Kafka was originally develop at LinkedIn and was subsequently open sourced to the Apache software foundation in 2011. Kafka is now widely used across enterprises including in companies such as Apple, eBay, Pintrest, Uber, Netflix, Walmart and many more.
Kafka interview questions fall into three main categories
1. Questions on Kafka architecture - These are interview questions on Kafka brokers, Kafka topics, Partitions, Offsets, Producers, Consumers, Consumer groups, data replication, how to estimate number of partitions, how to estimate number of producers and consumers etc.
2. Questions on Kafka framework APIs and libraries - These are interview questions on programming Kafka consumers, Kafka producers etc. using Kafka framework APIs and libraries.
3. Questions on real-time applications of Kafka - These are questions on how you applied Kafka in your projects, how Kafka can be used for live streaming use cases, how Kafka can be used in messaging use cases, how Kafka can be used as a storage system, how to estimate number of partitions, how to define the partition key, etc.
Below are some frequently asked Kafka interview questions in these categories.
Apache Kafka is a distributed streaming platform that provides the following key capabilities.
Messaging - Kafka provides the concept of Topics, which are streams of data records. Applications can produce data streams to topics and applications can consume data streams from topics. Hence, similar to a traditional JMS messaging system, Kafka can act as a messaging system between applications.
Storage - Kafka by default stores streams of data in a distributed, replicated and fault-tolerant cluster. Data written to Kafka is written to disk and replicated across servers in the Kafka cluster for fault-tolerance. Kafka allows consumers to read from specific location on Kafka topics. This makes Kafka a good storage and distributed file system.
Processing - Apache Kafka provides the Kafka Streams API, which enables processing and transforming live data streams. Applications can use Kafka streams API to read live data streams from input topics, process and transform this data, and produce a continuous stream of transformed data to output Kafka topics.
Traditional architectures usually start simple with a few systems, with point-to-point data exchange integrations between them, and a data lake or data warehouse to which data is sourced through ETL processes.
But as the number of systems grow, the number of these point-to-point integrations increase, leading to brittleness of the architecture - due to multiple data exchange protocols, multiple data formats, and multiple failure points.
Kafka is a distributed messaging system, where multiple systems can post messages to and consume messages from. So instead of the point-to-point data exchange integrations between systems in the traditional architecture, data can be exchanged globally across systems using Kafka. This leads to a stable, and scalable architecture - with minimum protocols, minimum data exchange formats, and fewer failure points.

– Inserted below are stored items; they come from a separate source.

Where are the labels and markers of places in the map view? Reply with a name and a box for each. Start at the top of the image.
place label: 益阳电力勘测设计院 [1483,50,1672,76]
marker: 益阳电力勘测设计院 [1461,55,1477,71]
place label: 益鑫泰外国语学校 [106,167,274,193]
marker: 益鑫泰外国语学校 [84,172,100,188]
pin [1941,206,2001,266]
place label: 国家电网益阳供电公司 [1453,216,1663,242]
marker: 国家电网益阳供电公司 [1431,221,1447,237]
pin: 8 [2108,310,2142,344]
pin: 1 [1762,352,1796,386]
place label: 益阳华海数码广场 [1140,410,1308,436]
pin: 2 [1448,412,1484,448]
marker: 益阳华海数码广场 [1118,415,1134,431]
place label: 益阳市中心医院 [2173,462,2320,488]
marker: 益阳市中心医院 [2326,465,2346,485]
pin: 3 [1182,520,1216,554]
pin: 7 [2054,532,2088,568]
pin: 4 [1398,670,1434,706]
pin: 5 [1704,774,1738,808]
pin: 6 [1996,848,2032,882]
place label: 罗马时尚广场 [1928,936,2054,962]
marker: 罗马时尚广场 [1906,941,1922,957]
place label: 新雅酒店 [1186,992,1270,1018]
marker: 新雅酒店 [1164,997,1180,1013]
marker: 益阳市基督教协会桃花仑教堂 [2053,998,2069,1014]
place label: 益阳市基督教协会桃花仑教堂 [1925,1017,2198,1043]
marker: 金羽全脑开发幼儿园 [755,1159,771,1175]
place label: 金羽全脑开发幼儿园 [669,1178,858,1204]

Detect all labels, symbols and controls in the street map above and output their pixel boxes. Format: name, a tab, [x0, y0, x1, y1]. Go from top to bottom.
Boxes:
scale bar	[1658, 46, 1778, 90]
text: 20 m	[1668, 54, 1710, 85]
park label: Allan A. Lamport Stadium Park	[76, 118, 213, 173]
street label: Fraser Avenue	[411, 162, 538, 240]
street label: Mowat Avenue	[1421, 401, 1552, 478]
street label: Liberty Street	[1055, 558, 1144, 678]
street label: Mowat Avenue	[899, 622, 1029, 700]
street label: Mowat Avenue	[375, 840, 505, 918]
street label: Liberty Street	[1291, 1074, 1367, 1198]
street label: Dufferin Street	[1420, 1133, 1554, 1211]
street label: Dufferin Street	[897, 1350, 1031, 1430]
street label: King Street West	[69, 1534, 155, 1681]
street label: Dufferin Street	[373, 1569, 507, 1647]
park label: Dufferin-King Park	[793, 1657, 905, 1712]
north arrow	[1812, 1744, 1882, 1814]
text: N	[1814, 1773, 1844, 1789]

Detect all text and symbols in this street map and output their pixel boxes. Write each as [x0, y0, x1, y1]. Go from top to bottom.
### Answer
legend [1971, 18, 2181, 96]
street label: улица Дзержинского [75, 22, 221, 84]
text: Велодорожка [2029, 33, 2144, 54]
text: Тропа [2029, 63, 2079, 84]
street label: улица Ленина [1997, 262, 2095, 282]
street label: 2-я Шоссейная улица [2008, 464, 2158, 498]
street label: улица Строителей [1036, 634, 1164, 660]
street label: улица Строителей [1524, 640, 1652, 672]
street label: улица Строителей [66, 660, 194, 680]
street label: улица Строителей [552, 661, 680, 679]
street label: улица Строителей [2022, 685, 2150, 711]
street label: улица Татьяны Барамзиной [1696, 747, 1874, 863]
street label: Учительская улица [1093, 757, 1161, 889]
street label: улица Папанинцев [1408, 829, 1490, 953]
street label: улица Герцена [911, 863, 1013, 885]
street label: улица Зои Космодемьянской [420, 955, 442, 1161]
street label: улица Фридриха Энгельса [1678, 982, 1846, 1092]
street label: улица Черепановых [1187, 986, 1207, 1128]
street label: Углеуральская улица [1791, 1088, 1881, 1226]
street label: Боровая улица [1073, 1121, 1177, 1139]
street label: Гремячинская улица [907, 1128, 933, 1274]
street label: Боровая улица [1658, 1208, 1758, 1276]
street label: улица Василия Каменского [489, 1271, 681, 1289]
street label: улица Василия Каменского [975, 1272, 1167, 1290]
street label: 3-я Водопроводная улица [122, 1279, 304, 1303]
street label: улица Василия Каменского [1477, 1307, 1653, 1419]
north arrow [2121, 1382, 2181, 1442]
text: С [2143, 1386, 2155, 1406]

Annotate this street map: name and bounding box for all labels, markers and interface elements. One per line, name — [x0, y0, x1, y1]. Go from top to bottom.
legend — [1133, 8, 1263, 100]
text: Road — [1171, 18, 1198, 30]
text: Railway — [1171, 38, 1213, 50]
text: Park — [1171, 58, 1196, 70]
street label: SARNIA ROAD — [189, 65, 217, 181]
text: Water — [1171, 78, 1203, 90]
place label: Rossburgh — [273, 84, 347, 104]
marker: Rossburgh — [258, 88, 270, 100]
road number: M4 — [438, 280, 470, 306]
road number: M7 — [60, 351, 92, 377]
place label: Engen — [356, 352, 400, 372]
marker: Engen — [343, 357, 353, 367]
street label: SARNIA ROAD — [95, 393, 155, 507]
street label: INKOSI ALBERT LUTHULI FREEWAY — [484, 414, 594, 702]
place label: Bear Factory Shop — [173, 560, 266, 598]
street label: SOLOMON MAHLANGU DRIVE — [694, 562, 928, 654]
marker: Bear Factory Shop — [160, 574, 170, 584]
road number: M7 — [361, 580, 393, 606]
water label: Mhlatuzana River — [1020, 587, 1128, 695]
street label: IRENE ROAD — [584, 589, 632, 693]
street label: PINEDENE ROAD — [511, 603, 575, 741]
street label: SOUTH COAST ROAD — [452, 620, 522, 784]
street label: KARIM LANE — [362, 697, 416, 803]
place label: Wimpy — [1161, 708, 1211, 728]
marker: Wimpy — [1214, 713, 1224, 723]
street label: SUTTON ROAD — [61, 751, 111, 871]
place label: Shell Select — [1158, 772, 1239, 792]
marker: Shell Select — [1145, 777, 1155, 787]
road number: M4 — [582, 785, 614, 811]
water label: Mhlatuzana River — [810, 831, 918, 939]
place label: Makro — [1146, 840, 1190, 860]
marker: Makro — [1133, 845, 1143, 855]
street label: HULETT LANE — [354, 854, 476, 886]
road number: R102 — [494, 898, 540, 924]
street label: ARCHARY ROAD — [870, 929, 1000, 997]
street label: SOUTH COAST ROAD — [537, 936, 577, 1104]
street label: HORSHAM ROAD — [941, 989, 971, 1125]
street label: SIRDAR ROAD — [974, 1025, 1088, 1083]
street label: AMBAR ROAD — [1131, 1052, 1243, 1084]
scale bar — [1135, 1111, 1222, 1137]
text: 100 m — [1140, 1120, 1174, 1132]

Following are some of the key use cases where Kafka can be used.
1. Messaging - Kafka can be used in distributed messaging systems, instead of message brokers such as IBM MQ, ActiveMQ, or RabbitMQ.
2. Log Aggregation - Kafka can be used to aggregate logs from different servers and put in a central location. This is comparable to other log-centric systems like Scribe and Flume.
3. Stream processing - Kafka can be used for data pipelines where data is processed in multiple stages. Kafka streams API facilitates this data streaming process.
Event based architectures - Kafka can be used in event based architectures, where events are tracked and acted upon as time-ordered sequence of events.
Commit log - Kafka can be used as an external commit-log for nodes of a distributed system. This is comparable to Apache Bookkeeper.
Kafka consists of the following key components.
1. Kafka Cluster - Kafka cluster contains one or more Kafka brokers (servers) and balances the load across these brokers.
2. Kafka Broker - Kafka broker contains one or more Kafka topics. Kafka brokers are stateless and can handle TBs of messages and, thousands of reads and writes without impacting performance.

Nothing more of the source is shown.